:: INPUT DATA ::

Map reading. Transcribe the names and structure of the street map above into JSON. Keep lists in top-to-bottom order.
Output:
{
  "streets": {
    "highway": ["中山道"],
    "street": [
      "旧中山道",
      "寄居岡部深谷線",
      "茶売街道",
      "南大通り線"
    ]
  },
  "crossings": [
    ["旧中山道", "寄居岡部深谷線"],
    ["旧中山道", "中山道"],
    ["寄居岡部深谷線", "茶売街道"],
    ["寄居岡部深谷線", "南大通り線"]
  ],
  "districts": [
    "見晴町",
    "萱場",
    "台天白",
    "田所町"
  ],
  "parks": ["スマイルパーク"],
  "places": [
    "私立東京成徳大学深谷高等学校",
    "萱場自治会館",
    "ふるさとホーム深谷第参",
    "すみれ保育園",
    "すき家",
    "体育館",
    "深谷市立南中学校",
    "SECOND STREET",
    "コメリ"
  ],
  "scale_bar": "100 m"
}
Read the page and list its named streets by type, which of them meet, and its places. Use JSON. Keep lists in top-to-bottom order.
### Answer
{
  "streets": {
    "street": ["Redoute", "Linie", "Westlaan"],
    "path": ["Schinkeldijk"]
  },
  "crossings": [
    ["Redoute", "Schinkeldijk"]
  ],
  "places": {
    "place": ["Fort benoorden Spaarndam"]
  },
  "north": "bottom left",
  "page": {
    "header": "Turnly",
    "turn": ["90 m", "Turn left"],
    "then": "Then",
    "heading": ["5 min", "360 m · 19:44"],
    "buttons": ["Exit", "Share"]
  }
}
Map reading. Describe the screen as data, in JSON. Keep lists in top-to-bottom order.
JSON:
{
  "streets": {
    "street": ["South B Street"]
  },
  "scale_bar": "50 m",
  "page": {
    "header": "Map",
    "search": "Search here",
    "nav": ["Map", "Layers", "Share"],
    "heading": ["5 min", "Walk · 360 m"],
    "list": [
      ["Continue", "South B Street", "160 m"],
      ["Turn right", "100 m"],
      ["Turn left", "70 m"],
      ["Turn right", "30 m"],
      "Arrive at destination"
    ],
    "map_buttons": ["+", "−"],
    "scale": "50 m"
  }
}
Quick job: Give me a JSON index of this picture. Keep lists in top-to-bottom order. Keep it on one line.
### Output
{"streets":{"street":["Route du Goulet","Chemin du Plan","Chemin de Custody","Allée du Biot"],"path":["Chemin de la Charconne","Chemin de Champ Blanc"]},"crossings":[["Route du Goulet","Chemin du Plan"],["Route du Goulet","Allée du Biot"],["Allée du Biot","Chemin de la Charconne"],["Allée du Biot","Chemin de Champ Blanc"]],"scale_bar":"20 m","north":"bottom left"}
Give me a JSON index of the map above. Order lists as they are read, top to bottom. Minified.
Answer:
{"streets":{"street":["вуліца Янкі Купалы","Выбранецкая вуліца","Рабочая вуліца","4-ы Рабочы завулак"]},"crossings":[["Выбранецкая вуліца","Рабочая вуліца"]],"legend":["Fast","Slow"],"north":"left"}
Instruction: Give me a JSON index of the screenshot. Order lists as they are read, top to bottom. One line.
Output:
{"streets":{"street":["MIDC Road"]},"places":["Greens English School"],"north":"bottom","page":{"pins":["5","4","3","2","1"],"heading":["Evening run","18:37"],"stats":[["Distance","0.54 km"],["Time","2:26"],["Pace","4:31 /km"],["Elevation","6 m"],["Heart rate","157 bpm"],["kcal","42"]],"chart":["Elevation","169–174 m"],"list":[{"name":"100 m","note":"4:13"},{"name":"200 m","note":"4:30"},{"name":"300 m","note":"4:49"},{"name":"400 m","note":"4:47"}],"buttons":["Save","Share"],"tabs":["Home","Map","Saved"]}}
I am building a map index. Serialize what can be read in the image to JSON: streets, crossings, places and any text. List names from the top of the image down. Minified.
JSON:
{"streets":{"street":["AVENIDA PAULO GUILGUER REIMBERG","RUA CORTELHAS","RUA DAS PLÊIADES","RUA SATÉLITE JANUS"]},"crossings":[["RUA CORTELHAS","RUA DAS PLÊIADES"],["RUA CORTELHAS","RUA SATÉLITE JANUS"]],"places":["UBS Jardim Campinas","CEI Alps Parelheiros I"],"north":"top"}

:::

## DIRECTIONS
All of the data above should be reproduced exactly.

## RESPONSE AREA
Map reading. Transcribe the names and structure of the street map above into JSON. Keep lists in top-to-bottom order.
Output:
{
  "streets": {
    "highway": ["中山道"],
    "street": [
      "旧中山道",
      "寄居岡部深谷線",
      "茶売街道",
      "南大通り線"
    ]
  },
  "crossings": [
    ["旧中山道", "寄居岡部深谷線"],
    ["旧中山道", "中山道"],
    ["寄居岡部深谷線", "茶売街道"],
    ["寄居岡部深谷線", "南大通り線"]
  ],
  "districts": [
    "見晴町",
    "萱場",
    "台天白",
    "田所町"
  ],
  "parks": ["スマイルパーク"],
  "places": [
    "私立東京成徳大学深谷高等学校",
    "萱場自治会館",
    "ふるさとホーム深谷第参",
    "すみれ保育園",
    "すき家",
    "体育館",
    "深谷市立南中学校",
    "SECOND STREET",
    "コメリ"
  ],
  "scale_bar": "100 m"
}
Read the page and list its named streets by type, which of them meet, and its places. Use JSON. Keep lists in top-to-bottom order.
### Answer
{
  "streets": {
    "street": ["Redoute", "Linie", "Westlaan"],
    "path": ["Schinkeldijk"]
  },
  "crossings": [
    ["Redoute", "Schinkeldijk"]
  ],
  "places": {
    "place": ["Fort benoorden Spaarndam"]
  },
  "north": "bottom left",
  "page": {
    "header": "Turnly",
    "turn": ["90 m", "Turn left"],
    "then": "Then",
    "heading": ["5 min", "360 m · 19:44"],
    "buttons": ["Exit", "Share"]
  }
}
Map reading. Describe the screen as data, in JSON. Keep lists in top-to-bottom order.
JSON:
{
  "streets": {
    "street": ["South B Street"]
  },
  "scale_bar": "50 m",
  "page": {
    "header": "Map",
    "search": "Search here",
    "nav": ["Map", "Layers", "Share"],
    "heading": ["5 min", "Walk · 360 m"],
    "list": [
      ["Continue", "South B Street", "160 m"],
      ["Turn right", "100 m"],
      ["Turn left", "70 m"],
      ["Turn right", "30 m"],
      "Arrive at destination"
    ],
    "map_buttons": ["+", "−"],
    "scale": "50 m"
  }
}
Quick job: Give me a JSON index of this picture. Keep lists in top-to-bottom order. Keep it on one line.
### Output
{"streets":{"street":["Route du Goulet","Chemin du Plan","Chemin de Custody","Allée du Biot"],"path":["Chemin de la Charconne","Chemin de Champ Blanc"]},"crossings":[["Route du Goulet","Chemin du Plan"],["Route du Goulet","Allée du Biot"],["Allée du Biot","Chemin de la Charconne"],["Allée du Biot","Chemin de Champ Blanc"]],"scale_bar":"20 m","north":"bottom left"}
Give me a JSON index of the map above. Order lists as they are read, top to bottom. Minified.
Answer:
{"streets":{"street":["вуліца Янкі Купалы","Выбранецкая вуліца","Рабочая вуліца","4-ы Рабочы завулак"]},"crossings":[["Выбранецкая вуліца","Рабочая вуліца"]],"legend":["Fast","Slow"],"north":"left"}
Instruction: Give me a JSON index of the screenshot. Order lists as they are read, top to bottom. One line.
Output:
{"streets":{"street":["MIDC Road"]},"places":["Greens English School"],"north":"bottom","page":{"pins":["5","4","3","2","1"],"heading":["Evening run","18:37"],"stats":[["Distance","0.54 km"],["Time","2:26"],["Pace","4:31 /km"],["Elevation","6 m"],["Heart rate","157 bpm"],["kcal","42"]],"chart":["Elevation","169–174 m"],"list":[{"name":"100 m","note":"4:13"},{"name":"200 m","note":"4:30"},{"name":"300 m","note":"4:49"},{"name":"400 m","note":"4:47"}],"buttons":["Save","Share"],"tabs":["Home","Map","Saved"]}}
I am building a map index. Serialize what can be read in the image to JSON: streets, crossings, places and any text. List names from the top of the image down. Minified.
JSON:
{"streets":{"street":["AVENIDA PAULO GUILGUER REIMBERG","RUA CORTELHAS","RUA DAS PLÊIADES","RUA SATÉLITE JANUS"]},"crossings":[["RUA CORTELHAS","RUA DAS PLÊIADES"],["RUA CORTELHAS","RUA SATÉLITE JANUS"]],"places":["UBS Jardim Campinas","CEI Alps Parelheiros I"],"north":"top"}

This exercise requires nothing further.